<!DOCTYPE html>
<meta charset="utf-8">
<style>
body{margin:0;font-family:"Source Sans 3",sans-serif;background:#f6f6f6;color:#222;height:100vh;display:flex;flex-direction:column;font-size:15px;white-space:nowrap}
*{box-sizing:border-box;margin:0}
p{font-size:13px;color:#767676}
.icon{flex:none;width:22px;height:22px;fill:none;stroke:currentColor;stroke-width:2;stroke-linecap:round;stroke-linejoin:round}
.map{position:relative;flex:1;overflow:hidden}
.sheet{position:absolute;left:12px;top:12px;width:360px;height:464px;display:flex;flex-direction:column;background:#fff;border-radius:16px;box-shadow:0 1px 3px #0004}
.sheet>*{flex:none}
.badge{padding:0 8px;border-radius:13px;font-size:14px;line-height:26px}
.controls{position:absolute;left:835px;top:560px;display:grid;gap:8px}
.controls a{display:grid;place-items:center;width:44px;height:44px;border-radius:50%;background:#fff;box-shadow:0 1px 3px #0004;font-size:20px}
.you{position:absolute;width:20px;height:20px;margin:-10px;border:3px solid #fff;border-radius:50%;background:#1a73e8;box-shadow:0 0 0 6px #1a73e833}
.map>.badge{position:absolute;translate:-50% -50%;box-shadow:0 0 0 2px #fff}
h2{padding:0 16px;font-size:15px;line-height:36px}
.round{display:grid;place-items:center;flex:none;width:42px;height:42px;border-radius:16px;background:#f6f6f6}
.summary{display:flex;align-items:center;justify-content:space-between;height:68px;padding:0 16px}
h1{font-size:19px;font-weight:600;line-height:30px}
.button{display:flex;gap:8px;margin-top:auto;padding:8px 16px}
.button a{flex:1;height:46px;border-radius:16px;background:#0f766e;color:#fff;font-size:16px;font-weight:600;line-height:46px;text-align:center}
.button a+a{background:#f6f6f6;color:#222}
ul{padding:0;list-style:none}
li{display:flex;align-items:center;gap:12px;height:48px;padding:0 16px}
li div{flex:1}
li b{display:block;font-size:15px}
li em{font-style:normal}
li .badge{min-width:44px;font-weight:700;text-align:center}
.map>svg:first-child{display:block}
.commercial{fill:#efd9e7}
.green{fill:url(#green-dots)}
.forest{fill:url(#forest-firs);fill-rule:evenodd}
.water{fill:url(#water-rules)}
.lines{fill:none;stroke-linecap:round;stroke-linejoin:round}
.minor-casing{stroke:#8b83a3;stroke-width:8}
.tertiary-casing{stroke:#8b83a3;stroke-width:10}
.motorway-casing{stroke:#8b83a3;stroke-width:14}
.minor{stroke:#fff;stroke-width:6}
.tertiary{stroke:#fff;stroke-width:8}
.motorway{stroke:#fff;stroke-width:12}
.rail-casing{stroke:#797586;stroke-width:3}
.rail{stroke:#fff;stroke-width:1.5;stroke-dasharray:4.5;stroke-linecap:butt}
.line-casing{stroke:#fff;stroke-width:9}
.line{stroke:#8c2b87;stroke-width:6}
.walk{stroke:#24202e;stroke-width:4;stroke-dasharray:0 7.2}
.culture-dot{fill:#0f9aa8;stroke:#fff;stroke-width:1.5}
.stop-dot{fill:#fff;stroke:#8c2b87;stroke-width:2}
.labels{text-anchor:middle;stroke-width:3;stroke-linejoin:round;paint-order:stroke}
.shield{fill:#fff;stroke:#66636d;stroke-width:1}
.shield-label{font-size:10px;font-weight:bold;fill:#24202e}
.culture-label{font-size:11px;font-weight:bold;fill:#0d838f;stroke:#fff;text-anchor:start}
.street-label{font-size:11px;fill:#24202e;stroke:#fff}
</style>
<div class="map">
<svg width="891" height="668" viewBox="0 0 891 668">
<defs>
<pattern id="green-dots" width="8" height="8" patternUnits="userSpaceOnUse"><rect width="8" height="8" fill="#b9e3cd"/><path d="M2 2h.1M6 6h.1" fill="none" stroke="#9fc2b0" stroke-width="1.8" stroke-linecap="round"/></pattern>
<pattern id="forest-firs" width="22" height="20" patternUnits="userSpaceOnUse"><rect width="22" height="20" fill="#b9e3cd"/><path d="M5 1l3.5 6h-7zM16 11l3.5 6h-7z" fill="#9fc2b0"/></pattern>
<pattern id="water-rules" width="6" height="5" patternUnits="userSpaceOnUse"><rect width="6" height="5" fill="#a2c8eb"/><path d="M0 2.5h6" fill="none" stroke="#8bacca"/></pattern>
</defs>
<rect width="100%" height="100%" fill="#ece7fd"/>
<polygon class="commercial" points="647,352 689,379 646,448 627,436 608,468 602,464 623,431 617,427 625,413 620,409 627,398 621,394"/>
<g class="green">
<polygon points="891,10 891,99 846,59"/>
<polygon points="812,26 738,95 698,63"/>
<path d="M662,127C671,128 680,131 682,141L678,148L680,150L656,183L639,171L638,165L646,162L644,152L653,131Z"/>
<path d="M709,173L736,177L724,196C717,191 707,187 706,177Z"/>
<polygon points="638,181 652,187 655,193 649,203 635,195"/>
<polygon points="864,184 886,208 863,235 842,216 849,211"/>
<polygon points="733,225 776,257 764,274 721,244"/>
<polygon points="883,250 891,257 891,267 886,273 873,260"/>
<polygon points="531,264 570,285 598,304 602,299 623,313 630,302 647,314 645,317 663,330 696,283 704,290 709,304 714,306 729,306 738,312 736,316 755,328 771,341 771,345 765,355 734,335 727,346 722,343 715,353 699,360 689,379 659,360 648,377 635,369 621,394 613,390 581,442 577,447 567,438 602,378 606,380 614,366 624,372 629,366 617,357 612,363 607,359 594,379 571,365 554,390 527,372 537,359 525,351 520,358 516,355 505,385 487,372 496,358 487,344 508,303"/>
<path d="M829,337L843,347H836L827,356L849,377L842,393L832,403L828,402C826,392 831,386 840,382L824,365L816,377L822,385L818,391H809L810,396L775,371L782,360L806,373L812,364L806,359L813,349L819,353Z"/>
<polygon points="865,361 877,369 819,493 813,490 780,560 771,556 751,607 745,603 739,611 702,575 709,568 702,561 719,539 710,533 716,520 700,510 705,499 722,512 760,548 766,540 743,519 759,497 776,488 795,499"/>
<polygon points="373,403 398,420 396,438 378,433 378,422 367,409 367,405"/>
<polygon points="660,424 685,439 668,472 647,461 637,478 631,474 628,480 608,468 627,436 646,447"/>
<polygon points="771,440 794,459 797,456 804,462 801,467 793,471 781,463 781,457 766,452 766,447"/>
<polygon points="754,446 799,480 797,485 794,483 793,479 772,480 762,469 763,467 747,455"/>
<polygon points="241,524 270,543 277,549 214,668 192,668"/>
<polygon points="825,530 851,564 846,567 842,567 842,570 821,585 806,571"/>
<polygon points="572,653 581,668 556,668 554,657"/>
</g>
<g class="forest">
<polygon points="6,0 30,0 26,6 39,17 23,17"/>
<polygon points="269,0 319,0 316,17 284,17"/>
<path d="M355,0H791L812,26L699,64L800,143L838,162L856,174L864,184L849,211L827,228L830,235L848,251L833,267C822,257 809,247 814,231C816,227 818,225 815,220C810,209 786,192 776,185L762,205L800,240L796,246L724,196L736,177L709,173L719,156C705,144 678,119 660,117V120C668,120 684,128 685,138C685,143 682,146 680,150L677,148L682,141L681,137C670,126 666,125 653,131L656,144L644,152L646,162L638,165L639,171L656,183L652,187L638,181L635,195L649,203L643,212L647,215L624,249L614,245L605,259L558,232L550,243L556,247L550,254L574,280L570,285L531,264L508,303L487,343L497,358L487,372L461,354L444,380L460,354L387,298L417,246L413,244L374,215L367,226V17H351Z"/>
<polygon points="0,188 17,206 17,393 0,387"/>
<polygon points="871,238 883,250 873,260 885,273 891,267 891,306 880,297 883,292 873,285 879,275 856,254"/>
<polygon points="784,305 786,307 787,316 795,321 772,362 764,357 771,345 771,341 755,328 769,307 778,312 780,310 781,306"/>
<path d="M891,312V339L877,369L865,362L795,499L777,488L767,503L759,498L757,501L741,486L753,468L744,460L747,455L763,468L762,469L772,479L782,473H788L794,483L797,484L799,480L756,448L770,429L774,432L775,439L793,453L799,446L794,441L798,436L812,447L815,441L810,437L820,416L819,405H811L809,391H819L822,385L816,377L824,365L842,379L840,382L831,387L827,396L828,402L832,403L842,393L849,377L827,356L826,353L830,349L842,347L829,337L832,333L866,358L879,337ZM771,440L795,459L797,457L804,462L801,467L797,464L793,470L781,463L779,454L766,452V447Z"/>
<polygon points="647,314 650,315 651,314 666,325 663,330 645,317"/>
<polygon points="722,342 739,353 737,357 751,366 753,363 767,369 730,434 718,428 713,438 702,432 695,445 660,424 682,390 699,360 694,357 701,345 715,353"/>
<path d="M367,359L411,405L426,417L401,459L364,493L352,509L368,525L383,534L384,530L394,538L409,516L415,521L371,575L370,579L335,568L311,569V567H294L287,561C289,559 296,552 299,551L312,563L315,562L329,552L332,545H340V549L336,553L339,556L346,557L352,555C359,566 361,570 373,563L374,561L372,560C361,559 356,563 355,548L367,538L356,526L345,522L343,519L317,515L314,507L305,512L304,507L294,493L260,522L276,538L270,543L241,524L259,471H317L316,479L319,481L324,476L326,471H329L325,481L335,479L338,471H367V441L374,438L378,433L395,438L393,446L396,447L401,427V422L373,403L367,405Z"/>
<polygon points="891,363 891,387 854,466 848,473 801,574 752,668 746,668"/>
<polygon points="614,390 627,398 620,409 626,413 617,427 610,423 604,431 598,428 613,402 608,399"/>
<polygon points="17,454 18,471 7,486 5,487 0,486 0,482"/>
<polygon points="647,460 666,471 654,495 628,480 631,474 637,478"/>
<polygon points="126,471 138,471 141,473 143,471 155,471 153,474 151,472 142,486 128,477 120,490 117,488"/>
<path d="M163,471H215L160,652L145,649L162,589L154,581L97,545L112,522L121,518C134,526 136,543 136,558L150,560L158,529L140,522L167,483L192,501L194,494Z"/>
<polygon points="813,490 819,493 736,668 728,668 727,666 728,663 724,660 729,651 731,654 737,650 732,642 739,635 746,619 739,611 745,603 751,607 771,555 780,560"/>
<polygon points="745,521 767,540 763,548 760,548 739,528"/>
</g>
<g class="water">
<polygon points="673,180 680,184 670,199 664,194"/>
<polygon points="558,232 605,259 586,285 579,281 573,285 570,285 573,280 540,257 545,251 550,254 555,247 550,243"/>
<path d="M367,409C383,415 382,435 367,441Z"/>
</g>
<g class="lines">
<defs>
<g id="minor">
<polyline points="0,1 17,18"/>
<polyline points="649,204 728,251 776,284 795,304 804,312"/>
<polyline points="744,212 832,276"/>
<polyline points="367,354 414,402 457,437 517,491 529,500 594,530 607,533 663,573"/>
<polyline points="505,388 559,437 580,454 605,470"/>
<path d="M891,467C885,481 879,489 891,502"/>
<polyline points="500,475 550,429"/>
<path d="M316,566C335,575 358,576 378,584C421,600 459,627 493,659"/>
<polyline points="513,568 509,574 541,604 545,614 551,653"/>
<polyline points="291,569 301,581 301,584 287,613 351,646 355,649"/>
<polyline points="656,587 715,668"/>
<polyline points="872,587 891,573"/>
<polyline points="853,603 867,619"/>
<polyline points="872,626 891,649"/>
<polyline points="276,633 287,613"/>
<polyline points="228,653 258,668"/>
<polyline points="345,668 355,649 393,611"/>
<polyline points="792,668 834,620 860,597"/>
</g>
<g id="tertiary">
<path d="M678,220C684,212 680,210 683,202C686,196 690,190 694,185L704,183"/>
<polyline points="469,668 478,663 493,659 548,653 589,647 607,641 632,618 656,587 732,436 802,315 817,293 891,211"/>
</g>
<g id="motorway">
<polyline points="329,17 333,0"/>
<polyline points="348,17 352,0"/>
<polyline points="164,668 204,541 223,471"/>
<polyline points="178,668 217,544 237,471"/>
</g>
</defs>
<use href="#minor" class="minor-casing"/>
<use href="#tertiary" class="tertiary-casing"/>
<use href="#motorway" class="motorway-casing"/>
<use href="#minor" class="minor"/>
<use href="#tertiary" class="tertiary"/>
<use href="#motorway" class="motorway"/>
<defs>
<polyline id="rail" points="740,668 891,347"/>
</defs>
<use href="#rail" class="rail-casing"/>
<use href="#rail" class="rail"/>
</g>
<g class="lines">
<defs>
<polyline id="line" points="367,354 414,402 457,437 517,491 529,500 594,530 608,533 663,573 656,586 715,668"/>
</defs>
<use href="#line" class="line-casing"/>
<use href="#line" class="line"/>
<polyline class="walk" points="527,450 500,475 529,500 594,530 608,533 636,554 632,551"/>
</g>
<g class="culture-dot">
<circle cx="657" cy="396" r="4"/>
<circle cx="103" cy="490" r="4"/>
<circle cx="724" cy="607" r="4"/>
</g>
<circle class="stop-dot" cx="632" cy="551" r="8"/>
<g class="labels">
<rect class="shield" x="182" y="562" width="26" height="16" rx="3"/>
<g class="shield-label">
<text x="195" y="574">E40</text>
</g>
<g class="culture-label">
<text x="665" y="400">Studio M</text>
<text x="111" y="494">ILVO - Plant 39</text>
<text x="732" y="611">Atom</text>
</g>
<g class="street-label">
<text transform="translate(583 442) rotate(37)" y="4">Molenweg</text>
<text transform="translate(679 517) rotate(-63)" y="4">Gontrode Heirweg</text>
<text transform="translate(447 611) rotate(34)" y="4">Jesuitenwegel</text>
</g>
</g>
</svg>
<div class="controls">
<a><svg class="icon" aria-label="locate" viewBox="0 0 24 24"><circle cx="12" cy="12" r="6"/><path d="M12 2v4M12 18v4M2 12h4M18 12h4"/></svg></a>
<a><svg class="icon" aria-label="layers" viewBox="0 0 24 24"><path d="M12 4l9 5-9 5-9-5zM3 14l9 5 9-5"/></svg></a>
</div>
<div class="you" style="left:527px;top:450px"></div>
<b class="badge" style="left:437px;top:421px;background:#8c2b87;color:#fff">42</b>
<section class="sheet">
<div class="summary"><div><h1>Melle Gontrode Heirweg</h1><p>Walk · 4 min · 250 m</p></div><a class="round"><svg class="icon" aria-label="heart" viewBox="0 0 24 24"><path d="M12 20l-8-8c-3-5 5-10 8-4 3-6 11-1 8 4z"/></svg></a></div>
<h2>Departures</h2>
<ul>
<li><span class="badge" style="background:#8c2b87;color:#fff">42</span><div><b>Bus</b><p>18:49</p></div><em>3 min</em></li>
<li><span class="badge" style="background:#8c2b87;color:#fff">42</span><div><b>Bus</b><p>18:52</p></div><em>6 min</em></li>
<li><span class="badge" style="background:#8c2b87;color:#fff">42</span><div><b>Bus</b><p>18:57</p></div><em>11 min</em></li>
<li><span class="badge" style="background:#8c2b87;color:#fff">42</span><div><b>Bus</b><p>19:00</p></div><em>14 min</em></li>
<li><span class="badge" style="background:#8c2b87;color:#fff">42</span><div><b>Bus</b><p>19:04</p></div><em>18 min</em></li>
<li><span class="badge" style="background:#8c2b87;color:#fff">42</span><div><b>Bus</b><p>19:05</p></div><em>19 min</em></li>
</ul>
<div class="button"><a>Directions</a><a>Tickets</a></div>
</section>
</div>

_ _ _

### YOUR OBJECTIVE
Number only, please: work out how many lines of the listing hold "style".

### OUTPUT BELOW
12